(Provided records):
-------

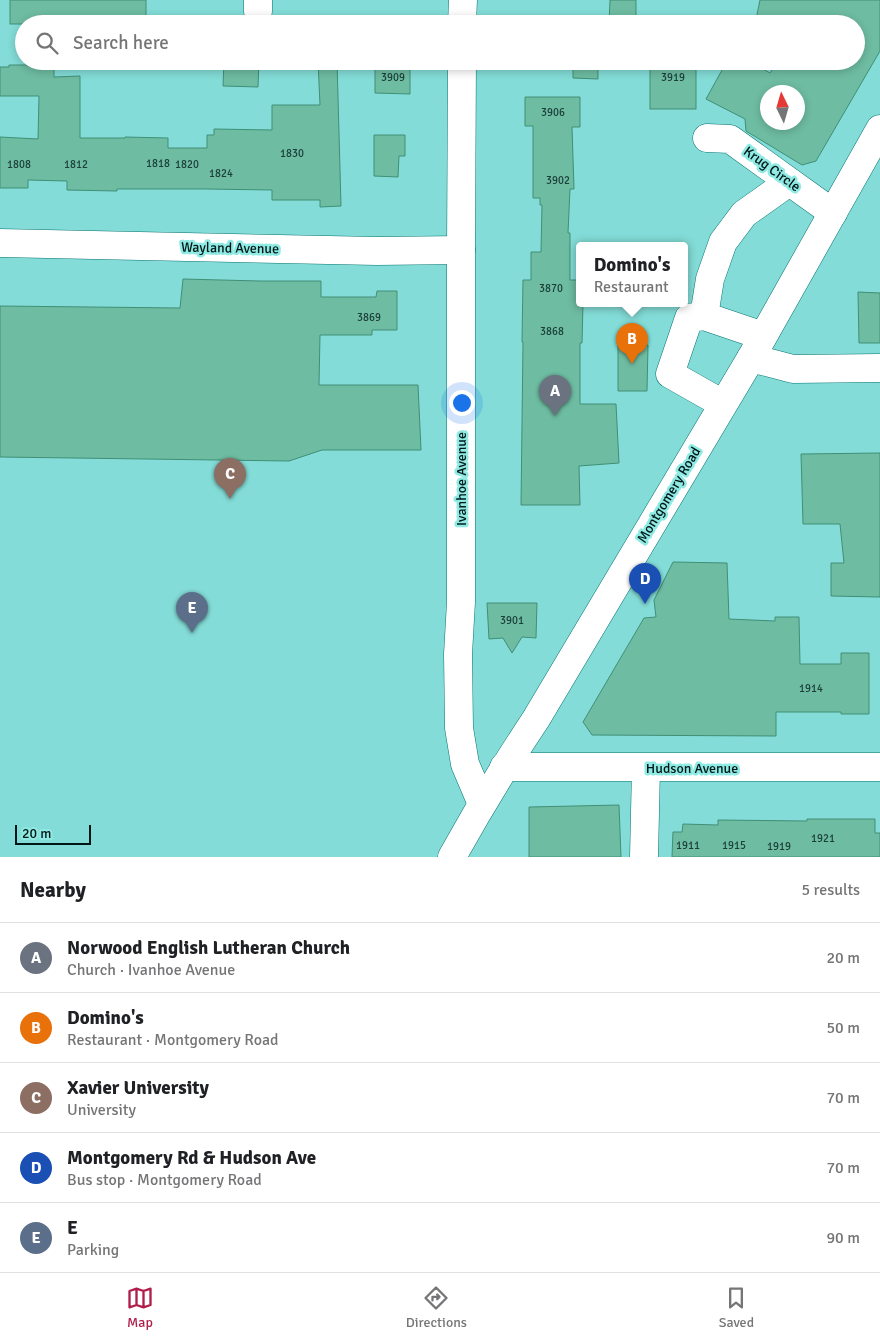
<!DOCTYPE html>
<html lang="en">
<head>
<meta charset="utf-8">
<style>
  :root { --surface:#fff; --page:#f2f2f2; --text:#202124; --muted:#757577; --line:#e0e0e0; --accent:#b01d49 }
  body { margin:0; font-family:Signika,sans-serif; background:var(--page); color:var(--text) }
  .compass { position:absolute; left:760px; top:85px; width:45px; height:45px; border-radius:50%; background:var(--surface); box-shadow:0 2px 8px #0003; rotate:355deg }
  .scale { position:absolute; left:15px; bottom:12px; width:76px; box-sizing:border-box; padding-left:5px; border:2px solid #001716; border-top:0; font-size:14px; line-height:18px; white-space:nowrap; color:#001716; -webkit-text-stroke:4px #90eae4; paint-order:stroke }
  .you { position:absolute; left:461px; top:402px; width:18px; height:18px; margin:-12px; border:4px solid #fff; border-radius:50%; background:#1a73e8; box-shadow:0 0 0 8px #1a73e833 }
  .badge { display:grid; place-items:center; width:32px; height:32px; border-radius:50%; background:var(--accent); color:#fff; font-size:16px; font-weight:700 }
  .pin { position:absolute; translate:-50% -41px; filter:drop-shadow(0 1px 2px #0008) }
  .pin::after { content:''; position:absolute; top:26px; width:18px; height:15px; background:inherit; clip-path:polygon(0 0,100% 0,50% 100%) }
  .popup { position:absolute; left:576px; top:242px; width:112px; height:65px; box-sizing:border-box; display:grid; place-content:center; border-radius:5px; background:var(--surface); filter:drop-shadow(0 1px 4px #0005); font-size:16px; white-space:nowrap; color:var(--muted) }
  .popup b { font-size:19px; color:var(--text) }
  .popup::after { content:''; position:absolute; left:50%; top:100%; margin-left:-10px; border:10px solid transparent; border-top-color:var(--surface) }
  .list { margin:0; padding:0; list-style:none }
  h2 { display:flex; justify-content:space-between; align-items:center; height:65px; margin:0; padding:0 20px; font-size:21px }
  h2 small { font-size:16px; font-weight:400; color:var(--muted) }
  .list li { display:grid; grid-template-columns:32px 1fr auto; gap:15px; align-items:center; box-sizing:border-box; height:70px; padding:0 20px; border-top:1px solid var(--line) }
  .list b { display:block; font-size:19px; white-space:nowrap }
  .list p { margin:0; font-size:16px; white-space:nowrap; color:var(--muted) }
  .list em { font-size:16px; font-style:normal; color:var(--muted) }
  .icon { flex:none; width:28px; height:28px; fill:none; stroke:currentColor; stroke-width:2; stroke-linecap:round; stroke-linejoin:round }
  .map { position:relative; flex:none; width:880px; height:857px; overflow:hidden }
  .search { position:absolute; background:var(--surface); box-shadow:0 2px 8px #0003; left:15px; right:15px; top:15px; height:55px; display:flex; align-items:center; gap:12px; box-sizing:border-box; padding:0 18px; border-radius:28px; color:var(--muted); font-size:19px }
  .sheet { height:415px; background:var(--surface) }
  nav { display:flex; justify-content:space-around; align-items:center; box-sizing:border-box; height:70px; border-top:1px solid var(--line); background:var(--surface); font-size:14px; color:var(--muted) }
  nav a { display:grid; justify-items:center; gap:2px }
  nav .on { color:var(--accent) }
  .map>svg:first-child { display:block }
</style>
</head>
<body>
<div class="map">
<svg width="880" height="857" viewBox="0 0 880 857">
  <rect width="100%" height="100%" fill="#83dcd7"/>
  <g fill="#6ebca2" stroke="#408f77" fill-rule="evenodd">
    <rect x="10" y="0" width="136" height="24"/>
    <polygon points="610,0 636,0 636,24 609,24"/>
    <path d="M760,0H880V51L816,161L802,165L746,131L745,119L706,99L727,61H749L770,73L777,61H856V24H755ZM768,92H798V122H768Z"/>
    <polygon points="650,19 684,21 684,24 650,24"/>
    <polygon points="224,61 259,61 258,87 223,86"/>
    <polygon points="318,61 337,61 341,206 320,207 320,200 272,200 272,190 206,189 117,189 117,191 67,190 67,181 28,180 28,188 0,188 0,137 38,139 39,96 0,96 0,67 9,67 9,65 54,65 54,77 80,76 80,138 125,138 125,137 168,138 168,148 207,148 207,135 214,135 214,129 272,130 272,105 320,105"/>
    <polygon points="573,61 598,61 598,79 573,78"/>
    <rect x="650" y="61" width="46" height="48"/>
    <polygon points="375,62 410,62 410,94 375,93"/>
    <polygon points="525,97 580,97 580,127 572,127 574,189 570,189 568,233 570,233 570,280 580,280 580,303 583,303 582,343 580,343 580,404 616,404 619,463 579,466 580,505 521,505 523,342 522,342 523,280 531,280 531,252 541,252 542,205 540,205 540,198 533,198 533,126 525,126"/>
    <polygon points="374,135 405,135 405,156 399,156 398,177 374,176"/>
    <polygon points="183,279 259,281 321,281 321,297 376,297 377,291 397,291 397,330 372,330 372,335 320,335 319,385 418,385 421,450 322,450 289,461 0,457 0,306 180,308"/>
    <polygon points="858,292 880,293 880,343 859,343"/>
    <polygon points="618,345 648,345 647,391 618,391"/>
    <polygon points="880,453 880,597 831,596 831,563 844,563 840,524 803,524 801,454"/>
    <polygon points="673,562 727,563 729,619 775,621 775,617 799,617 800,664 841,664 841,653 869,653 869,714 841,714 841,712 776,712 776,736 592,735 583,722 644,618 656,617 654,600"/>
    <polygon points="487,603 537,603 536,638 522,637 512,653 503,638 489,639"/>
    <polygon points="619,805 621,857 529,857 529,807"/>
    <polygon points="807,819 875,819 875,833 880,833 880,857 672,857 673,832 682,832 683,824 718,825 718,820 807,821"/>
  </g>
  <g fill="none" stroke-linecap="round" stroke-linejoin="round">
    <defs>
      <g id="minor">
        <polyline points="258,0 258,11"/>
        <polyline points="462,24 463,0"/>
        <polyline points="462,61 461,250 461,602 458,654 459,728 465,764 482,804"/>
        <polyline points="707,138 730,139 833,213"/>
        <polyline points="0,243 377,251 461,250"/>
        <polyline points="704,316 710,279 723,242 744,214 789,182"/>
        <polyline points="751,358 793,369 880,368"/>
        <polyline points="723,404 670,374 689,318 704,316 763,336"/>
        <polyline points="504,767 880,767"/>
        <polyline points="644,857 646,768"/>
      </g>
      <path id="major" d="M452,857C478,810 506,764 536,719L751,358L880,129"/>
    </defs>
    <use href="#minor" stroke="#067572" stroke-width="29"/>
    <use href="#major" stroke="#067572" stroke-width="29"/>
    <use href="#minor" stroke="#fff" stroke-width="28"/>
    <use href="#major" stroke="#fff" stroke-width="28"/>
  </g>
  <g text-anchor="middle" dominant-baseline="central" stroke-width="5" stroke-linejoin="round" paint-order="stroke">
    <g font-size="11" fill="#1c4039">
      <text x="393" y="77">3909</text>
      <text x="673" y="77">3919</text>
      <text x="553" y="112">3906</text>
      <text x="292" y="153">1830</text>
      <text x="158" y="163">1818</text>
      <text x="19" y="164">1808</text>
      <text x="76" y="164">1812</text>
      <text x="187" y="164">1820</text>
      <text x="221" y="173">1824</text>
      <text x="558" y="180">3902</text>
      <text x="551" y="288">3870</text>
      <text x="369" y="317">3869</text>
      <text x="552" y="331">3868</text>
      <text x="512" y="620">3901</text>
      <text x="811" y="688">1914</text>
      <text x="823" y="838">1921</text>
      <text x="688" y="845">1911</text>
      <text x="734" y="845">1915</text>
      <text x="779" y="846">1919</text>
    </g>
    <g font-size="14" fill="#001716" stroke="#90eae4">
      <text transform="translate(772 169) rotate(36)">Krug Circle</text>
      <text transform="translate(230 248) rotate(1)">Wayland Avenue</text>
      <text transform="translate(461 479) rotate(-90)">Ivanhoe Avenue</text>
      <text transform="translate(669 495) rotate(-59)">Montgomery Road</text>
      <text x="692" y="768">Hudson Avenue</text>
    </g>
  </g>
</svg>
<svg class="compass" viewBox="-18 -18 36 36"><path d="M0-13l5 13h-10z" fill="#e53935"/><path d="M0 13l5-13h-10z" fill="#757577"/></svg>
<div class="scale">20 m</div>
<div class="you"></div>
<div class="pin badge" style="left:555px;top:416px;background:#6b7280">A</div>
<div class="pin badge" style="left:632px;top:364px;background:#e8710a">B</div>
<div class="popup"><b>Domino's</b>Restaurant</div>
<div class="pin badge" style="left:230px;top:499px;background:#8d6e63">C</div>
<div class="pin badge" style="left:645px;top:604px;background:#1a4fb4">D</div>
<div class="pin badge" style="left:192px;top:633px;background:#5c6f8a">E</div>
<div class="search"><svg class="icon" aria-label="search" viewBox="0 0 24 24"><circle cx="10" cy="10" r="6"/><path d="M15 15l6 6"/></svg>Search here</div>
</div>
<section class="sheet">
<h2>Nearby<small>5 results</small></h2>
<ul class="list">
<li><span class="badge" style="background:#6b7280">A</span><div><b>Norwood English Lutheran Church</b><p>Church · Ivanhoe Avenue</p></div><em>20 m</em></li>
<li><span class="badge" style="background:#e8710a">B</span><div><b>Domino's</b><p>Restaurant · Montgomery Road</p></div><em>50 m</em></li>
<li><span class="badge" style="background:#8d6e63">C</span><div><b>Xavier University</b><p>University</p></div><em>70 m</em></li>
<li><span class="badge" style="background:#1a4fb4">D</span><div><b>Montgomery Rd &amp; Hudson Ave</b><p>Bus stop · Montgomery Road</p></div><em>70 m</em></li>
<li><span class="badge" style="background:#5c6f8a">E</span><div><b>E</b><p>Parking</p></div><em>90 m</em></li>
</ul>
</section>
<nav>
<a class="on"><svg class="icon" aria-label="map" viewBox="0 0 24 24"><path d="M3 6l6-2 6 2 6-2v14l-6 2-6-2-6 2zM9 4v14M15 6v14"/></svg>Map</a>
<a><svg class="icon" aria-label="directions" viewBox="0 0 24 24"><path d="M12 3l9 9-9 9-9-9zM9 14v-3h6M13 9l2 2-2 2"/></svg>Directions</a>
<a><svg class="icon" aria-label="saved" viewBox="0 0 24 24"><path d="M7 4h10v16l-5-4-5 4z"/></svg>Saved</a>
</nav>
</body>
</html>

-------

(Directions):
Scan the lines above for "linecap", then copy every one that has it.

(Written answer):
  .icon { flex:none; width:28px; height:28px; fill:none; stroke:currentColor; stroke-width:2; stroke-linecap:round; stroke-linejoin:round }
  <g fill="none" stroke-linecap="round" stroke-linejoin="round">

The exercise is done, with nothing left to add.